++++ Given entries

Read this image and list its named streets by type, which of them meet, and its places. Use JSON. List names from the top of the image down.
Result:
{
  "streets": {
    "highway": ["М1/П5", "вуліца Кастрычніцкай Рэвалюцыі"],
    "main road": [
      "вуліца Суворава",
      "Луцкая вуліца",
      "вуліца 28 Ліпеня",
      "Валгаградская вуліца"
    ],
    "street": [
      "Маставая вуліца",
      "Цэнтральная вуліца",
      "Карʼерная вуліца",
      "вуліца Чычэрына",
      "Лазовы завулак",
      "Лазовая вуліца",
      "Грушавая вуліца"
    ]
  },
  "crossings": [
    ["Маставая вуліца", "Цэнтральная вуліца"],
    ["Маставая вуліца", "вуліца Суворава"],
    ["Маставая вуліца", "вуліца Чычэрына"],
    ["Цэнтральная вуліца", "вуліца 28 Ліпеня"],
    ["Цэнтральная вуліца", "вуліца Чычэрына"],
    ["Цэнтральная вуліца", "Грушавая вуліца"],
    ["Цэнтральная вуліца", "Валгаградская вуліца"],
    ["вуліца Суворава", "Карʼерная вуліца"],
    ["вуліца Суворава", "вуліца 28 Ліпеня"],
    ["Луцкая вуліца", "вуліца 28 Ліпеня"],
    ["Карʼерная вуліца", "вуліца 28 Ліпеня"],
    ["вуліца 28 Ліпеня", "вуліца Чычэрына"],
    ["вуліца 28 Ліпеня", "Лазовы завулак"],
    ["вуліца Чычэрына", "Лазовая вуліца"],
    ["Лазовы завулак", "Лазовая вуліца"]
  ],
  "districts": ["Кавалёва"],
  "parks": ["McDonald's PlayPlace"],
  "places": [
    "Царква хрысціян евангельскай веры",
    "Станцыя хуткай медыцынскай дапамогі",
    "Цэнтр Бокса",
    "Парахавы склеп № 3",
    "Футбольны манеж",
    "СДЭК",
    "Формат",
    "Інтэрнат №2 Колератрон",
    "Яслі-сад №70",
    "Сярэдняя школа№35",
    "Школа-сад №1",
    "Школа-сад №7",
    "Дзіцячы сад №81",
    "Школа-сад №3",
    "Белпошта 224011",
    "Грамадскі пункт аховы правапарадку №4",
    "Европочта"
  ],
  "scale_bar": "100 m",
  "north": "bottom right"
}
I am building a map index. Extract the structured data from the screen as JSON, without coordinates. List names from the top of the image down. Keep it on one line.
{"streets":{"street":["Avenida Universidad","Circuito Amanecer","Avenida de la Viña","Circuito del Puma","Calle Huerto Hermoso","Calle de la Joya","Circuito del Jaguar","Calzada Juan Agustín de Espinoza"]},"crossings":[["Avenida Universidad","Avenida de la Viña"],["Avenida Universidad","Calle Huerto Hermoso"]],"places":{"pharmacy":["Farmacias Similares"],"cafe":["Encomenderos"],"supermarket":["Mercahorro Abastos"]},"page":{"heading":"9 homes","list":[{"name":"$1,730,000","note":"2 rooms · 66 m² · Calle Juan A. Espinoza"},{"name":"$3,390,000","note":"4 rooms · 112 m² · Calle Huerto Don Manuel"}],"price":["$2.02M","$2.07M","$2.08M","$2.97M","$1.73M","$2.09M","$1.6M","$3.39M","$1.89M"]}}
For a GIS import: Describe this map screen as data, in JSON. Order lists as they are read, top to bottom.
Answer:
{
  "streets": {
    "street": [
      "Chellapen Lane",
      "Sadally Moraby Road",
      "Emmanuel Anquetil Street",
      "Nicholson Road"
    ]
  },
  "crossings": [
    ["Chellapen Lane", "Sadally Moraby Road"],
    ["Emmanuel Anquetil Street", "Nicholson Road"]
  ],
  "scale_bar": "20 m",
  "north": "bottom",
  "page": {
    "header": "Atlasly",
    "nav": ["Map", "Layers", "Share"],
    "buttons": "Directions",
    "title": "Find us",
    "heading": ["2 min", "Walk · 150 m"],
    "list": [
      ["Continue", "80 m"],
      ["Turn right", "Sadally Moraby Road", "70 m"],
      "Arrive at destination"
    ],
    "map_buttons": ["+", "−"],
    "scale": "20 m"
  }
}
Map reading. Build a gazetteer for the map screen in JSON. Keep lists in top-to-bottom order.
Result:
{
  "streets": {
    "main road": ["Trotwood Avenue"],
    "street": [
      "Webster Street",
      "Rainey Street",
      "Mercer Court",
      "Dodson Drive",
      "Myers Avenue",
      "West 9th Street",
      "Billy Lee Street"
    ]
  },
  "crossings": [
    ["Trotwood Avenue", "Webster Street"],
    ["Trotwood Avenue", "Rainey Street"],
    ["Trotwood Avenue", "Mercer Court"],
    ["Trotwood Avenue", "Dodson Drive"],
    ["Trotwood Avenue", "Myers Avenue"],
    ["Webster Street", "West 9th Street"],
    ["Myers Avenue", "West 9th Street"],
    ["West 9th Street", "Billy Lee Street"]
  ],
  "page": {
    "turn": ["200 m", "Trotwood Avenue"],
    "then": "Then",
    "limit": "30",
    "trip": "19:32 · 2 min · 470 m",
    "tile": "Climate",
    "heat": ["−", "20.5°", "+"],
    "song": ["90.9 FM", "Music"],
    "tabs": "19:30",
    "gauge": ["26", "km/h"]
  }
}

++++++++

| Your task |
Looking back over the listing above, how many lines include the word "Mercer"? Give the number and nothing more.

| Exercise solution |
2